Your objective:
For this exercise, copy each line of the records that contains the word "turn".
[Given records Boundary: Start]
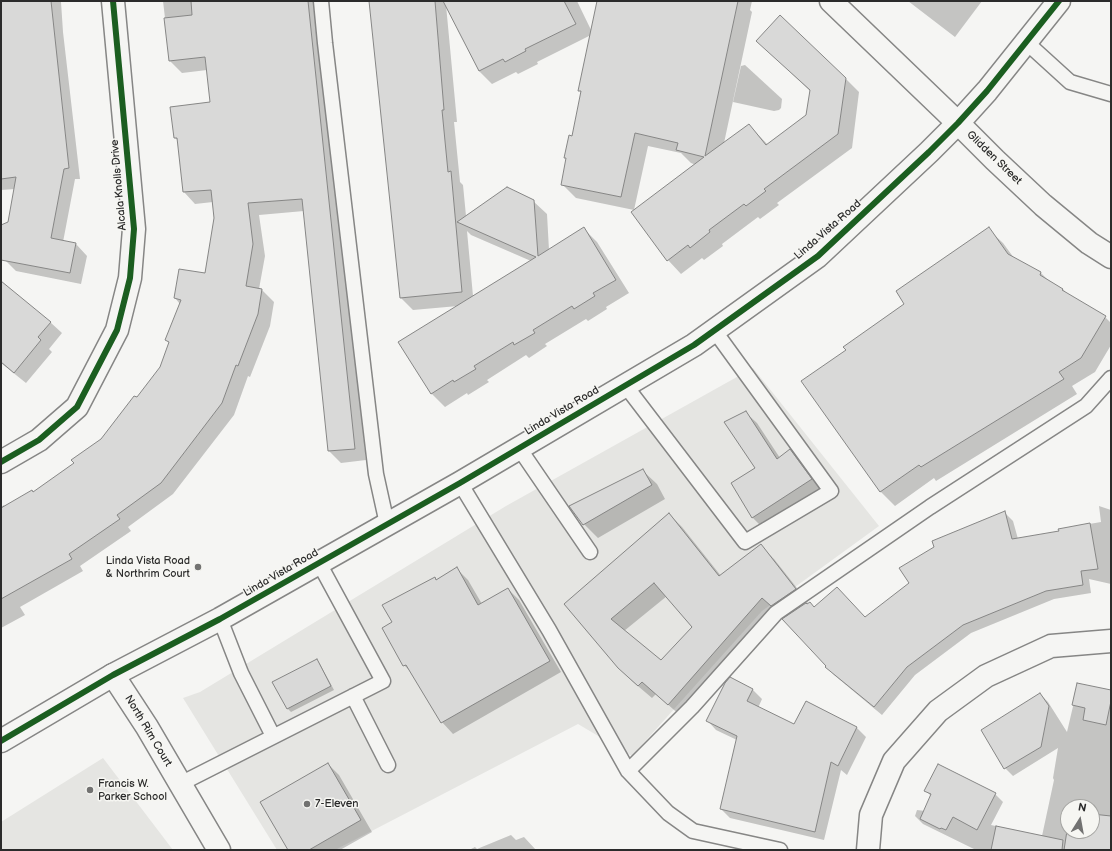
<!DOCTYPE html>
<html>
<head>
<meta charset="utf-8">
<style>
  body { margin:0 }
  #map { position:relative; width:1112px; height:851px; overflow:hidden; background:#f5f5f3; font-family:"Balsamiq Sans",sans-serif }
  canvas { display:block }
  .frame { position:absolute; inset:0; border:2px solid #2b2b2b; pointer-events:none }
  .north { position:absolute; left:1060px; top:799px; width:40px; height:40px; box-sizing:border-box; background:#f6f6f2; border:1px solid #a5a5a2; border-radius:50%; rotate:11deg; font-size:11px; font-weight:700; line-height:16px; text-align:center; color:#2b2b2b }
  .north::after { content:''; display:block; margin:auto; width:14px; height:18px; background:#727271; clip-path:polygon(50% 0,100% 100%,50% 72%,0 100%) }
</style>
</head>
<body>
<div id="map">
<canvas width="1112" height="851"></canvas>
<div class="frame"></div>
<div class="north">N</div>
</div>
<script>
const ctx = document.querySelector('canvas').getContext('2d');
ctx.lineJoin = 'round';
function fillPath(path, color) { ctx.fillStyle = color; ctx.fill(path, 'evenodd'); }
const toPath = rows => new Path2D(rows.map(r => 'M' + r).join(''));
function strokePath(path, color, width, dash) { ctx.strokeStyle = color; ctx.lineWidth = width; ctx.lineCap = dash ? 'butt' : 'round'; ctx.setLineDash(dash || []); ctx.stroke(path); }
function label(font, color, halo, rows, align = 'center') {
  ctx.font = font + ' "Balsamiq Sans",sans-serif'; ctx.lineWidth = 3; ctx.setLineDash([]); ctx.textBaseline = 'middle'; ctx.strokeStyle = halo; ctx.fillStyle = color; for (const [text, x, y, turn = 0] of rows) {
    ctx.save(); ctx.translate(x, y); ctx.rotate((+turn || 0) * Math.PI / 180); ctx.textAlign = isNaN(turn) ? turn : align; if (halo) ctx.strokeText(text, 0, 0); ctx.fillText(text, 0, 0); ctx.restore();
  }
}
fillPath(toPath([
  [753,368,879,526,762,611,632,756,578,724,335,850,277,850,183,698,200,692,506,506],
  [103,758,173,850,1,850,1,822]
]), '#e5e5e2');
fillPath(toPath([
  [745,65,782,99,781,108,779,110,774,111,733,102,741,66]
]), '#c3c3c1');
fillPath(toPath([
  [1,1,60,1,61,2,63,32,80,179,75,179,63,242,76,244,87,256,81,284,16,271,5,260,15,189,1,190],
  [163,1,318,1,366,460,341,463,329,451,304,211,259,215,265,256,259,289,262,290,274,302,270,326,250,377,248,376,234,415,173,494,128,527,131,531,80,566,83,571,20,607,25,615,1,628,1,507,4,505,5,507,33,493,75,463,102,439,137,398,161,367,170,343,166,340,180,304,175,298,205,274,215,218,213,202,195,204,184,192,179,141,175,138,211,103,207,70,182,73,170,61],
  [370,1,577,1,592,32,598,1,752,1,750,10,752,12,724,143,749,125,768,145,807,115,810,91,771,54,845,78,859,92,852,148,777,203,779,205,760,219,758,217,722,244,723,246,704,260,702,258,681,274,668,260,696,165,691,163,681,153,648,146,634,210,576,198,562,184,567,159,565,157,572,137,582,93,579,90,591,35,537,62,538,64,518,74,516,72,492,84,479,71,446,5,457,122,454,122,460,182,463,185,466,216,533,201,547,214,549,250,584,229,597,242,629,293,606,307,607,309,588,321,586,319,545,344,547,346,529,358,526,355,487,380,489,382,468,395,467,393,445,407,431,393,458,306,413,310,401,298],
  [467,231,471,235,531,261,473,296],
  [908,1,982,1,955,37],
  [988,229,1003,243,1014,258,1041,273,1050,282,1063,289,1068,295,1105,317,1111,323,1111,345,1095,372,1072,386,1077,394,936,481,934,478,895,506,880,491,848,350,906,304],
  [1,282,50,322,62,333,49,349,52,352,26,383,1,363],
  [745,412,757,423,780,458,790,450,801,461,822,491,764,529,753,518,732,483,756,468],
  [643,471,657,484,665,499,598,538,584,524],
  [1099,506,1111,510,1111,584,1089,579,1091,593,1054,599,971,633,915,675,882,715,834,675,785,619,775,610,682,717,656,694,652,698,632,681,618,667,565,604,669,514,682,527,721,576,761,546,774,559,808,602,806,604,814,608,865,618,1005,513,1013,521,1018,539,1060,532,1060,529,1101,522],
  [667,596,693,627,661,661,624,631],
  [457,569,468,580,482,604,508,589,519,600,561,672,453,734,442,722,413,674,404,665,393,622,436,580],
  [317,660,320,664,334,690,291,712,287,708],
  [730,679,753,690,762,699,758,708,795,725,806,702,857,728,866,737,847,775,841,770,824,840,730,818,721,809,737,740,716,730,707,720],
  [1078,685,1111,691,1111,850,976,850,923,824,915,816,917,810,925,811,931,796,926,791,995,794,1003,802,991,825,1042,836,1054,780,1053,778,1058,748,1013,776,1005,768,1040,694,1048,702,1067,732],
  [1068,807,1092,807,1092,831,1068,831],
  [328,764,339,775,372,832,340,850,289,850],
  [511,835,516,840,524,837,536,850,469,850,475,847,477,849]
]), '#0003');
const building = toPath([
  [1,1,51,1,69,168,64,169,51,238,76,243,70,273,1,260,1,225,8,222,16,177,1,179,1,1],
  [191,1,308,1,355,449,328,451,302,199,248,203,253,244,246,286,262,289,258,314,238,366,236,365,222,403,161,483,117,515,120,519,69,554,72,559,1,599,1,508,32,490,33,492,74,463,71,460,101,439,134,396,137,397,160,367,169,342,165,340,181,300,174,298,179,269,205,273,214,218,211,190,183,192,177,138,174,138,170,107,210,102,205,57,169,61,164,18,192,15,191,1],
  [369,1,435,1,444,110,442,110,448,172,451,171,462,292,400,298,369,1],
  [443,1,564,1,576,24,525,49,526,51,505,62,503,59,479,71,443,1],
  [597,1,738,1,705,156,749,124,766,145,806,115,810,90,756,41,780,15,846,78,838,134,764,189,766,191,746,206,744,204,709,230,710,232,690,248,688,245,667,261,631,212,704,157,676,150,678,143,635,133,621,197,561,185,566,158,564,158,569,135,572,136,581,91,578,91,597,1],
  [507,187,534,200,538,256,584,227,616,280,593,293,595,296,574,309,572,306,533,330,535,333,514,345,513,342,474,366,476,369,454,382,453,380,431,394,398,342,536,257,457,222,507,187],
  [989,227,1008,254,1041,272,1040,275,1063,289,1062,290,1106,316,1081,358,1059,372,1064,379,921,467,919,465,880,492,801,381,846,350,843,347,904,304,896,291,989,227],
  [1,281,51,322,38,337,41,340,14,373,1,362,1,281],
  [746,411,777,459,790,449,812,479,752,518,731,483,755,468,724,422,746,411],
  [643,469,652,485,583,525,569,506,643,469],
  [1005,511,1012,539,1059,531,1058,529,1090,523,1098,569,1081,571,1083,585,1046,591,963,625,907,667,874,707,825,667,826,666,782,619,806,603,807,604,810,602,814,607,837,587,865,617,909,583,899,568,934,547,932,541,1005,511],
  [669,513,719,576,761,544,796,589,771,606,762,598,668,705,642,682,638,686,618,668,564,604,669,513],
  [654,583,692,627,661,660,611,619,654,583],
  [457,567,478,605,508,588,550,661,441,723,406,665,403,666,382,628,392,622,382,605,435,577,436,580,457,567],
  [317,659,331,686,287,709,272,682,317,659],
  [730,677,753,689,747,701,794,724,806,701,857,727,838,766,831,762,815,832,720,809,737,736,706,721,725,683,730,677],
  [1077,683,1111,690,1111,701,1106,725,1083,720,1085,708,1072,705,1077,683],
  [1040,693,1049,706,1041,747,1004,769,981,730,1040,693],
  [328,763,361,820,309,850,288,850,260,802,328,763],
  [938,764,996,793,977,830,953,817,946,830,941,828,940,829,920,819,931,794,924,791,938,764],
  [1092,814,1111,816,1111,850,1064,850,1068,824,1068,831,1092,831,1092,814],
  [996,826,1063,840,1062,850,991,850,996,826]
]);
fillPath(building, '#d9d9d8');
strokePath(building, '#868685', 1);
const service = toPath([
  [321,1,325,43,376,474,387,524],
  [1026,42,1070,82,1111,94],
  [625,385,745,542,831,491,714,330],
  [519,448,590,552],
  [460,483,549,630,628,771,668,813,693,831,780,850],
  [220,619,241,673,273,736],
  [353,696,388,765],
  [628,771,692,707,776,613,930,507,1086,406,1111,378],
  [180,784,383,681,319,563]
]);
const minor = toPath([
  [831,1,958,123],
  [1,462,39,440,77,407,117,330,130,278,134,229,113,1],
  [113,675,147,727,219,850],
  [868,850,871,815,894,761,938,711,986,676,1051,646,1111,641]
]);
const tertiary = toPath([
  [958,123,995,160,1043,205,1089,243,1111,257]
]);
const primary = toPath([
  [1,741,113,675,220,619,460,483,694,345,818,256,929,152,958,123,987,91,1059,1]
]);
strokePath(service, '#868685', 17);
strokePath(minor, '#868685', 25);
strokePath(tertiary, '#868685', 25);
strokePath(primary, '#868685', 25);
strokePath(service, '#f5f5f3', 14);
strokePath(minor, '#f5f5f3', 22);
strokePath(tertiary, '#f5f5f3', 22);
strokePath(primary, '#f5f5f3', 22);
strokePath(toPath([
  [1,462,39,440,77,407,117,330,130,278,134,229,113,1],
  [1,741,113,675,220,619,460,483,694,345,818,256,929,152,958,123,987,91,1059,1]
]), '#1b5e20', 6);
for (const [x, y, r, color] of [
  [198,567,4,"#727271"],
  [90,790,4,"#727271"],
  [307,804,4,"#727271"]
]) { const dot = new Path2D(); dot.arc(x, y, r, 0, 2 * Math.PI); ctx.fillStyle = color; ctx.fill(dot); strokePath(dot, '#f6f6f2', 1.5); }
label('11px', '#2b2b2b', '#f6f6f2', [
  ["Glidden Street",994,158,44],
  ["Alcala Knolls Drive",119,185,-95],
  ["Linda Vista Road",828,230,-41],
  ["Linda Vista Road",562,411,-31],
  ["Linda Vista Road",281,573,-30],
  ["North Rim Court",148,731,59]
]);
label('11px', '#2b2b2b', '#f6f6f2', [
  ["Linda Vista Road",190,561,"right"],
  ["& Northrim Court",190,574,"right"],
  ["Francis W.",98,784],
  ["Parker School",98,797],
  ["7-Eleven",315,804]
], 'left');
</script>
</body>
</html>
[Given records Boundary: End]
Output below:
  ctx.font = font + ' "Balsamiq Sans",sans-serif'; ctx.lineWidth = 3; ctx.setLineDash([]); ctx.textBaseline = 'middle'; ctx.strokeStyle = halo; ctx.fillStyle = color; for (const [text, x, y, turn = 0] of rows) {
    ctx.save(); ctx.translate(x, y); ctx.rotate((+turn || 0) * Math.PI / 180); ctx.textAlign = isNaN(turn) ? turn : align; if (halo) ctx.strokeText(text, 0, 0); ctx.fillText(text, 0, 0); ctx.restore();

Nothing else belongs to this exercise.